И дождался. Повар Никифор принёс большую миску костей. И пока он ходил за ними на кухню, Ушастик всё стоял столбиком, не выпускал из пасти ведёрко.

Дядя Володя сказал:

— Смотри-ка, стоит по стойке «смирно». Знает нашу солдатскую службу.

А повар сказал:

— Его бы в ученье надо, в хорошие руки. Молодой ещё. Приводите завтра, опять костей дам.

В ту зиму Шурка ходил в школу, уже во второй класс. А я ещё не ходила. Но мне не скучно было оставаться дома по утрам одной, как в прошлом году: теперь-то со мной был Ушастик. Мама ему разрешила всё-таки жить в коридоре: ведь он играл со мной и охранял. Ни один мальчишка не смел задирать меня, когда я выходила покататься на санках.

В санки я запрягала Ушастика. Он катал по пустырю меня и Зину Клочкову. И всех ребят катал по очереди, даже соседского Ромку, который прежде дёргал меня за косу.

Потом мы шли к школе встречать Шурку. Когда Шурка выходил из ворот, Ушастик прыгал на него, валил в сугроб и повизгивал от радости, а после брал в зубы Шуркину сумку, и мы втроём отправлялись в столовую. Повар Никифор и дядя Володя выносили кости для Ушастика всю зиму.
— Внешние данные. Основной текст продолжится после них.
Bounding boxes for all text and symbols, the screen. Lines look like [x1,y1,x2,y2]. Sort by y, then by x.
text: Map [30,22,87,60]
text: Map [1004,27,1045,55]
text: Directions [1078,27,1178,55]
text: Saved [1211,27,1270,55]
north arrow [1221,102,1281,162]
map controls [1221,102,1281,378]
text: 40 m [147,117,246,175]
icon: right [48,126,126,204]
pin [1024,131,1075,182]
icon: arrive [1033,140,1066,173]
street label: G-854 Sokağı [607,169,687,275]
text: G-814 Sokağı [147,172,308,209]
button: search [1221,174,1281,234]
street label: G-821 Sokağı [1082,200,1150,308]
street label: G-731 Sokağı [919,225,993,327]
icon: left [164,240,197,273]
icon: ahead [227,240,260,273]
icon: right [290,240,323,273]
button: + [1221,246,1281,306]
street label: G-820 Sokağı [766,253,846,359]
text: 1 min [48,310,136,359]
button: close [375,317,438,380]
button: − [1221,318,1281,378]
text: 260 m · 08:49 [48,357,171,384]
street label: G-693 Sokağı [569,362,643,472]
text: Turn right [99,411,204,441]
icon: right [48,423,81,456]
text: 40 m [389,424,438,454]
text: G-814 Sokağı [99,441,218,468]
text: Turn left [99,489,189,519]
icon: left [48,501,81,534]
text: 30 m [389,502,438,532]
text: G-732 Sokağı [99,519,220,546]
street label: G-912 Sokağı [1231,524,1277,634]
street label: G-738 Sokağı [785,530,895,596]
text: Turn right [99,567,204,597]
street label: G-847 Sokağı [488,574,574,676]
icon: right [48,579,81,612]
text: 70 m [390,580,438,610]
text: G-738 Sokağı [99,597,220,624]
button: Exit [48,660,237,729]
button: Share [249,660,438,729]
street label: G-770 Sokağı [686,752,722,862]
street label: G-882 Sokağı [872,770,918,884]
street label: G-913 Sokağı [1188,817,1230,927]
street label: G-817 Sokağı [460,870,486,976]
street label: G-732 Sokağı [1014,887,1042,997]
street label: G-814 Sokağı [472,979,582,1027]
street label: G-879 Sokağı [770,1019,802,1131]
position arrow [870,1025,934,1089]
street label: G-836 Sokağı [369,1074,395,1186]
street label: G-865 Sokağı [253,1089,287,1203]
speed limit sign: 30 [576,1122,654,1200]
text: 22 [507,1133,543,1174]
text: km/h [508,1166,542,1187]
Снова наступило лето. Снова можно было целые дни играть во дворе, бегать на реку, ловить пескарей, загорать, плавать.

Правда, плавать я ещё не умела. Мы с Зиной и Ушастиком плескались у берега в тёплой воде возле мостков, рядом с будкой лесного склада: на этих мостках нам удобно было раздеваться. А после купанья грелись на песке.

Ушастик положит голову на вытянутые лапы, сощурится и смотрит сонными глазами на реку, на проходящие плоты… Может быть, он вспомнил своё щенячье детство, свою маму?

Шурка с соседским Ромкой и другими мальчишками всё плавали на спор — кто дальше заплывёт. Шурка умел плавать сажёнками и очень фасонил: «У берега плескаться неинтересно, что мы, детсадовцы?»

Мальчишки хорохорились:

— Это же Нева! Это тебе не залив! Детсадовцев и близко к Неве не подпускают. Там на середине, знаете, какая холодная вода?

— А на середине Невы ты вовсе никогда и не был, Шурка, — сказал однажды Ромка. — Тебе до середины никогда не доплыть!

— Давай на спор! Пошли вон до тех плотов, они как раз посередине идут! — крикнул с азартом Шурка и прыгнул в воду.

Ромка с Шуркой, как и все мальчишки, воображалы, вечно хвастаются. Я немножко посмотрела, как они разбрызгивают воду своими сажёнками, как поднимают фонтанчики ногами. А потом мне надоело смотреть.

Я говорю:

— Давай, Зина, выкупаем Ушастика. Смотри, какой он. Весь в песке перевалялся.

— Давай, — говорит Зина. — И расчешем потом.